At the end of the day, fashion is a business, built by passionate, hardworking, and talented individuals. More often than not, the myths and stereotypes associated with the industry are exaggerated.
Working in fashion is no walk in the park. It requires stamina and the ability to work under pressure in order to meet tight deadlines and keep up with a fast-paced and ever evolving environment. Working in fashion isn’t just your job, it’s your life, and it’s your social life as well
Did you find it difficult to establish a name for yourself being a woman fashion designer?
The problem with fashion — as well as art, film, and music — is the lack of objective guidelines around why an object or collection might be considered “great”; there’s no rulebook on quality design. While aspects like cultural relevance, historical reference, colour treatment, etc., are certainly considered, most opinions stem from uncertainty — this is where gender-based language comes into question.
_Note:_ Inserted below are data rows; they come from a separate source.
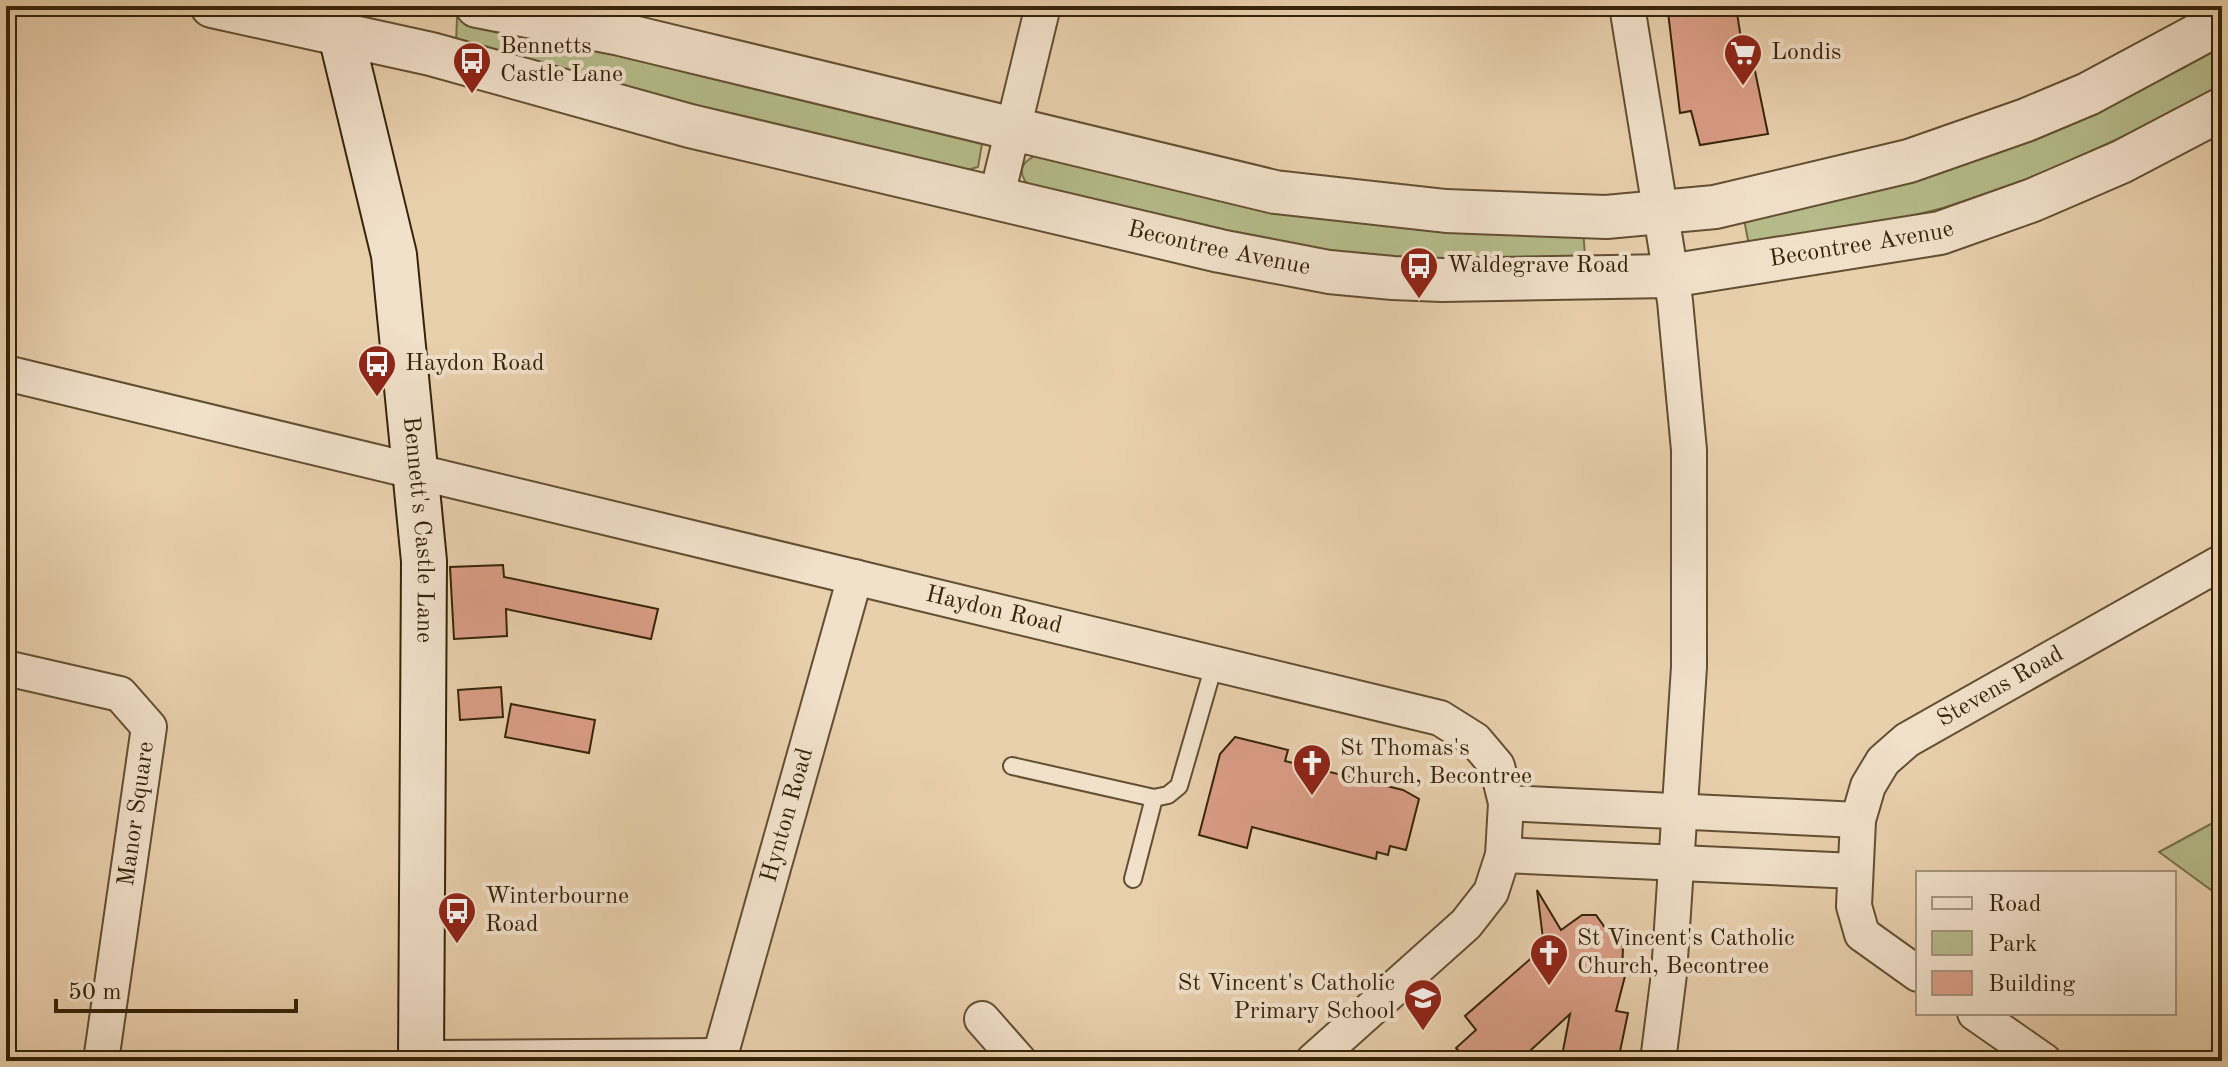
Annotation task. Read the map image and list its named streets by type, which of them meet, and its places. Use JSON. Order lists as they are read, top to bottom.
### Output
{
  "streets": {
    "main road": ["Bennett's Castle Lane"],
    "street": [
      "Becontree Avenue",
      "Haydon Road",
      "Stevens Road",
      "Manor Square",
      "Hynton Road"
    ]
  },
  "crossings": [
    ["Becontree Avenue", "Bennett's Castle Lane"],
    ["Bennett's Castle Lane", "Haydon Road"],
    ["Haydon Road", "Hynton Road"]
  ],
  "places": {
    "supermarket": ["Londis"],
    "bus stop": [
      "Bennetts Castle Lane",
      "Waldegrave Road",
      "Haydon Road",
      "Winterbourne Road"
    ],
    "church": ["St Thomas's Church, Becontree", "St Vincent's Catholic Church, Becontree"],
    "school or university": ["St Vincent's Catholic Primary School"]
  },
  "legend": ["Road", "Park", "Building"],
  "scale_bar": "50 m"
}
Throughout the 20th and 21st century, beauty and fashion were and are the most available mechanisms for women to assert their identities and independence. Fashion lets you say, “I AM ____,” visually, in the here and now.
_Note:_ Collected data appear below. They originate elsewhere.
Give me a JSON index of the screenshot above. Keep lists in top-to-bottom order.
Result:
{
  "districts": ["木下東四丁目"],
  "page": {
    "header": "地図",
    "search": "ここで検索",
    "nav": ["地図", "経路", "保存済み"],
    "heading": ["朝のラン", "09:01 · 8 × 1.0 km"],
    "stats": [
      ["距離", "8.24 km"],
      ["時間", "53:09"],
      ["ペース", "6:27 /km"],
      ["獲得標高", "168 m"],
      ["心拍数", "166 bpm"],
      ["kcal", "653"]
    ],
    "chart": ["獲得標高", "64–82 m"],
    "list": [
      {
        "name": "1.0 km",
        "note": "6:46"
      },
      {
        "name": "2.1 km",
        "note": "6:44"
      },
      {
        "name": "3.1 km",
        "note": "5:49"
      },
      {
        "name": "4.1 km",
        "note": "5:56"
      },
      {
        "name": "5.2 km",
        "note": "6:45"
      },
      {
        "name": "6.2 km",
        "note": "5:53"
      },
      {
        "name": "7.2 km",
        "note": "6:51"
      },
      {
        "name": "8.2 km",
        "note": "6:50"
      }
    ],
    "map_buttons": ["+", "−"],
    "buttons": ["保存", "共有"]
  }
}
We’ve seen sexism exist a lot in fashion industry. Do you think times are changing?
Gender bias exists across the board and it’s a phenomenon that sets in from an early age, simple things like the kinds of things boys and girls do. I didn’t grow up thinking life was fair. I believed in my work and I embraced that I am not part of the herd. I used to think about how I would be perceived, but after years of being in this industry, I’ve kind of rebelled against this idea of being accepted.
If you want something different and you don’t get it, you can now create it. If we don’t like how others tell our story, we can narrate our own stories, that is the power of the world of today. It’s about being brave enough to ask for what you need. It’s a great time to be a female in design. I don’t think design, specifically, is any worse than the rest of our society right now.
The higher you crawl up the ladder, the thinner the air. The ratio of men to women is far higher. I certainly haven’t experienced discrimination and bias in a pessimistic way. I was included in shows because they needed a woman. It’s worked in my favour and I got the due recognition. While I would be happy to talk about my own brand of feminism, it’s not design specific; it’s about what we as an industry need to do to respect women.
How do you cope with the changing trends of fashion?
Fashion is not constant, style is and that is a universal law intrinsic to the world of fashion. Trend forecasts are based on seasons — Spring, Summer, Fall &Winter. Today, the average Indian consumer watches international fashion shows, browses through fashion magazines and shops from fashion portals.
Current fashion trends call for well-defined cuts and fits, innovative and funky designing and where comfort is not compromised. If you want to be the flagbearer of the changing face of Indian fashion, you need to be up to date with the consumer lifestyle preferences without comprising on the ethos of the brand through experimentation and breaking through the clutter to live to tell the style tale. No wonder, then, that from red carpets to social media, their presence is generating a buzz.
From everyday experiences and from everyday people. I draw inspiration from life. The late Frida Kahlo has been a very big inspiration for me as she pursued her work and creative talent against all odds and was a holistic woman of substance. Shahdab Darazi for his impeccable finish, Azzedine Alia for his figure hugging cuts and silhouettes, Alexandra McQueen for his luxuriant yet quirky aesthetics with a message that came through from time to time from his collections and Dolce Gabbana for their fantastic sense of blending colour and prints and creative vibrant collections.
What’s your idea of fashion sense?
My personal statement is power dressing, whether it’s Indian or Western it needs to make an impact and tell a story in an elegant manner. I believe fashion is a more bespoke industry. You need to cultivate a personal bond with your client to ensure the outfit reflects the wearer’s persona. The whole idea is to make the outfit bring out the showstopper in the wearer. The House Of Neeta Lulla has always focused on the mantra “be your own kind of bride”, which means that we don’t restrict a bride’s personality and give her the creative freedom to choose what best suits her personality.
I always create designs that make my customer stand out rather than the outfit screaming out loud “Neeta Lulla”. I generally take personalized sessions with all my clients and don’t leave it to my team of stylists. I understand the event requirement and a little about the history of the bride and then mix the two to create the outfit
Considering the digital wave in our country, how social-media savvy are you?
I am getting there yet. I love browsing through Instagram and Facebook to see what’s new and keep in touch with my extended family of well-wishers on social media networking sites.
One favourite fashion app/website you like a lot
Miss Malini, High Heel Confidential, Pink Villa.
Define Fashion in one word
One celebrity you love dressing up and why?
Beyonce because of her Versatility of style, sense of awareness of being her own person and strength of character. She defines these On the international scene.
One advice you’d like to give to upcoming fashion designers
Academics paves a strong foundation to your work in future. It Is important to pursue your strength of design with commitment, dedication and focus. Understanding of your core strength in the field will take you where you want to be. Don’t be enamoured by the glossy life of the fashion world and get prepared to put in a lot of hard work if you want to leave a mark.